Return every record below exactly as written, omitting any pictures.

Provided data

Content starts

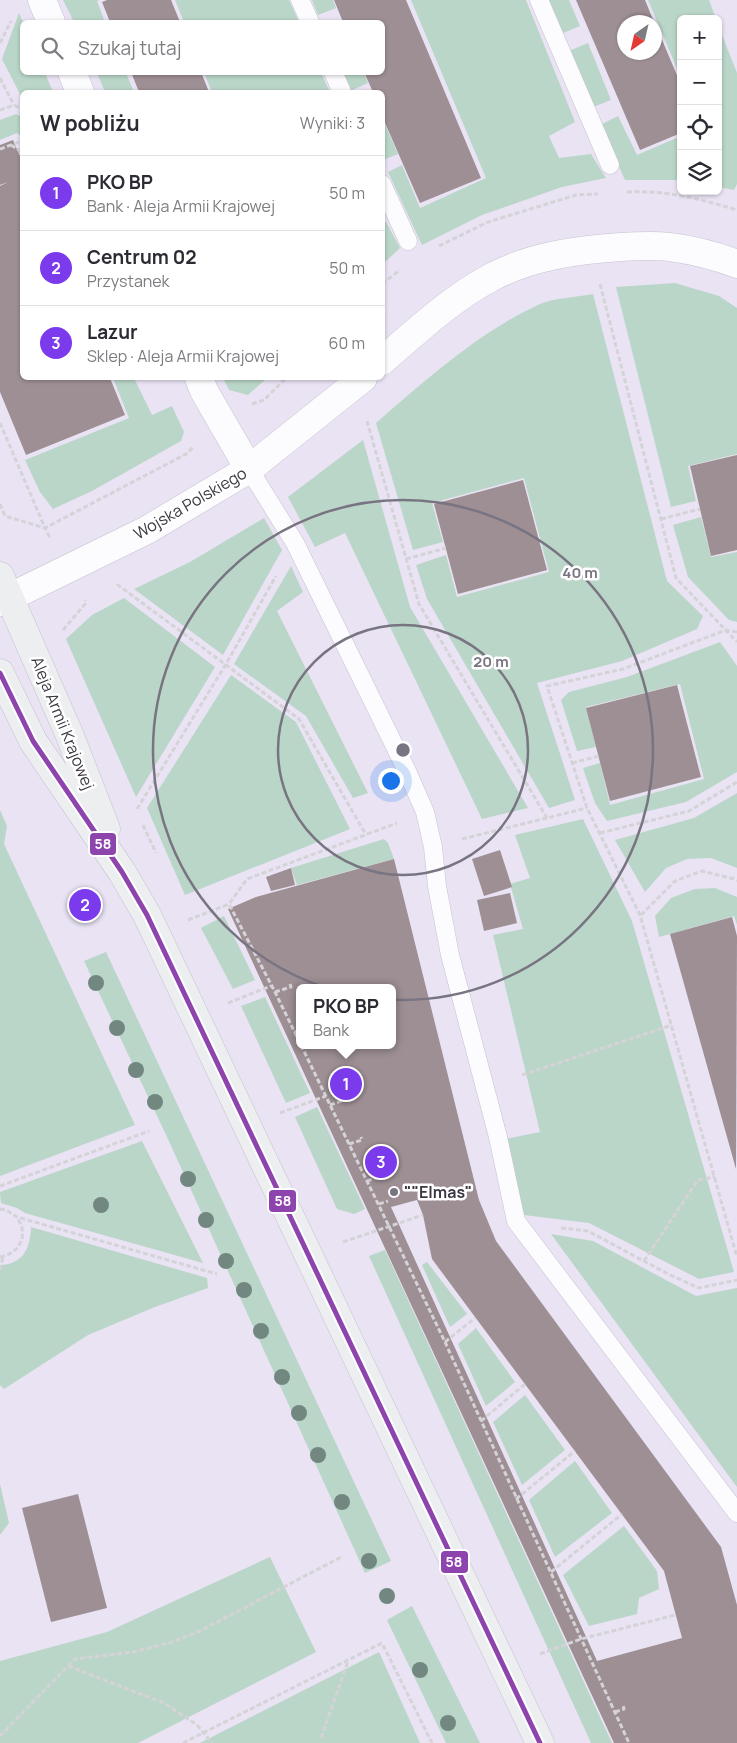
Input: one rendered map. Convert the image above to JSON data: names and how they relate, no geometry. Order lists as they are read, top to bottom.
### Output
{
  "streets": {
    "street": ["Wojska Polskiego", "Aleja Armii Krajowej"]
  },
  "crossings": [
    ["Wojska Polskiego", "Aleja Armii Krajowej"]
  ],
  "places": ["\"\"Elmas\""],
  "lines": ["transit line 58"],
  "north": "bottom left",
  "page": {
    "map_buttons": ["+", "−"],
    "search": "Szukaj tutaj",
    "heading": ["W pobliżu", "Wyniki: 3"],
    "list": [
      {
        "mark": "1",
        "name": "PKO BP",
        "note": "Bank · Aleja Armii Krajowej",
        "value": "50 m"
      },
      {
        "mark": "2",
        "name": "Centrum 02",
        "note": "Przystanek",
        "value": "50 m"
      },
      {
        "mark": "3",
        "name": "Lazur",
        "note": "Sklep · Aleja Armii Krajowej",
        "value": "60 m"
      }
    ],
    "pins": ["2", "1", "3"],
    "popup": ["PKO BP", "Bank"]
  },
  "rings": ["40 m", "20 m"]
}
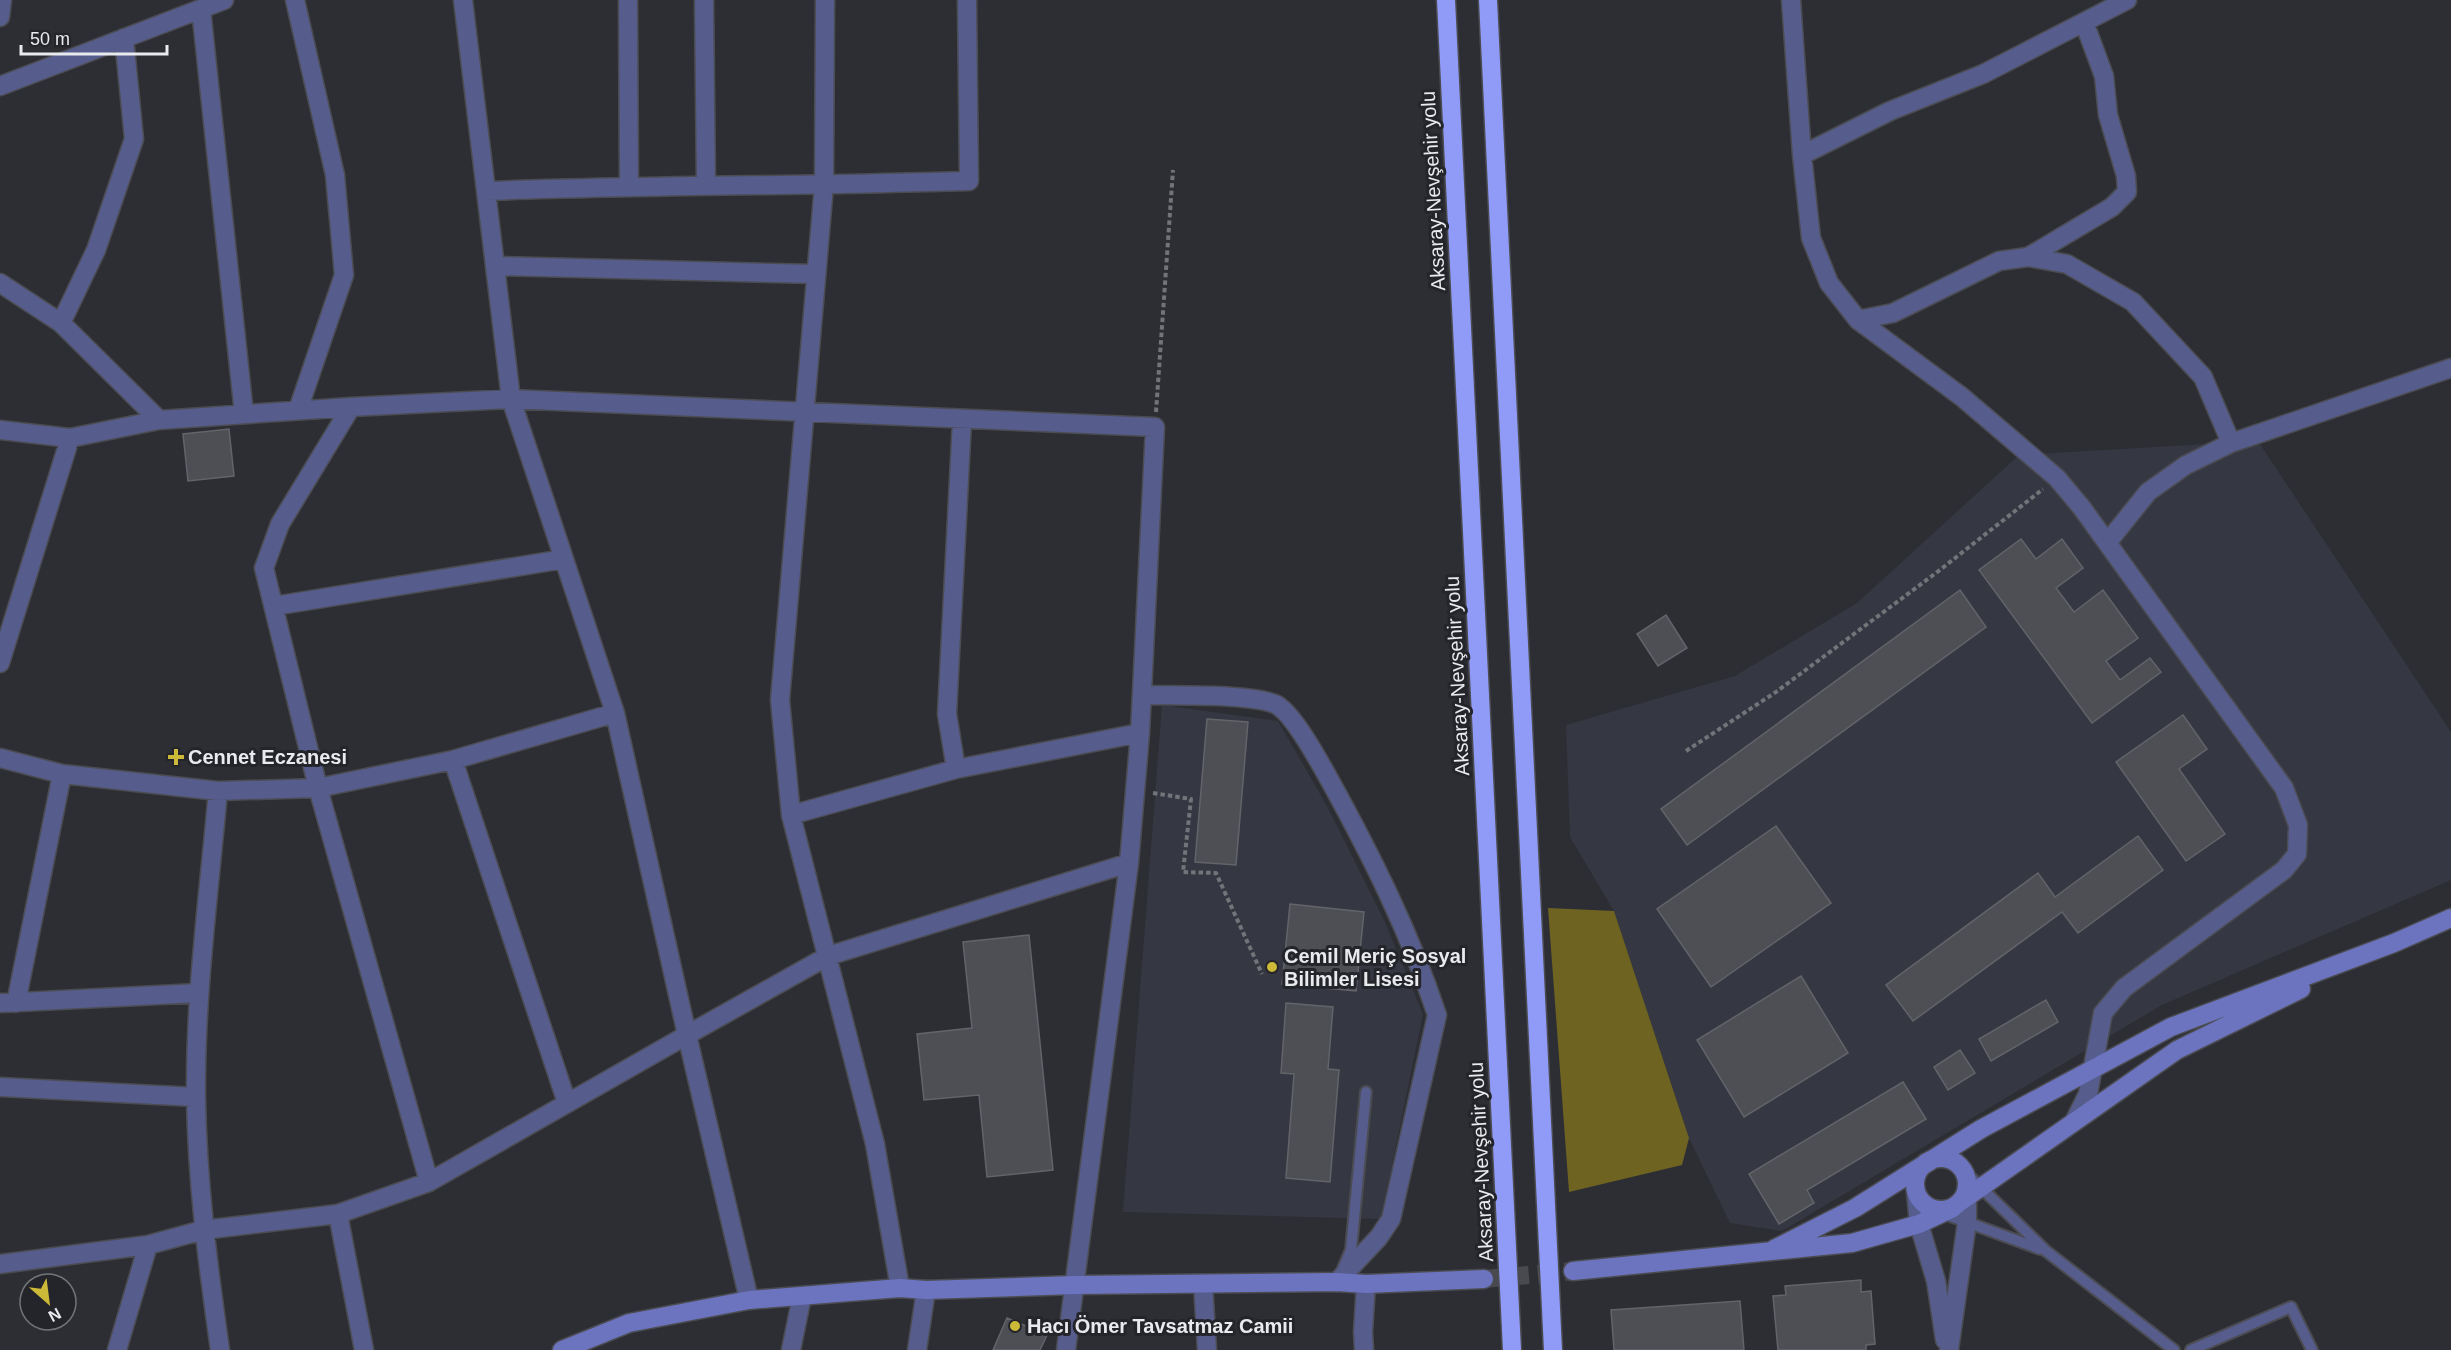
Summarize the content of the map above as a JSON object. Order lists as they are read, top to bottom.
{
  "streets": {
    "highway": ["Aksaray-Nevşehir yolu"]
  },
  "places": {
    "health": ["Cennet Eczanesi"],
    "other": ["Cemil Meriç Sosyal Bilimler Lisesi", "Hacı Ömer Tavsatmaz Camii"]
  },
  "scale_bar": "50 m",
  "north": "bottom right"
}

Content ends

Written solution
Input: one rendered map. Convert the image above to JSON data: names and how they relate, no geometry. Order lists as they are read, top to bottom.
### Output
{
  "streets": {
    "street": ["Wojska Polskiego", "Aleja Armii Krajowej"]
  },
  "crossings": [
    ["Wojska Polskiego", "Aleja Armii Krajowej"]
  ],
  "places": ["\"\"Elmas\""],
  "lines": ["transit line 58"],
  "north": "bottom left",
  "page": {
    "map_buttons": ["+", "−"],
    "search": "Szukaj tutaj",
    "heading": ["W pobliżu", "Wyniki: 3"],
    "list": [
      {
        "mark": "1",
        "name": "PKO BP",
        "note": "Bank · Aleja Armii Krajowej",
        "value": "50 m"
      },
      {
        "mark": "2",
        "name": "Centrum 02",
        "note": "Przystanek",
        "value": "50 m"
      },
      {
        "mark": "3",
        "name": "Lazur",
        "note": "Sklep · Aleja Armii Krajowej",
        "value": "60 m"
      }
    ],
    "pins": ["2", "1", "3"],
    "popup": ["PKO BP", "Bank"]
  },
  "rings": ["40 m", "20 m"]
}
Summarize the content of the map above as a JSON object. Order lists as they are read, top to bottom.
{
  "streets": {
    "highway": ["Aksaray-Nevşehir yolu"]
  },
  "places": {
    "health": ["Cennet Eczanesi"],
    "other": ["Cemil Meriç Sosyal Bilimler Lisesi", "Hacı Ömer Tavsatmaz Camii"]
  },
  "scale_bar": "50 m",
  "north": "bottom right"
}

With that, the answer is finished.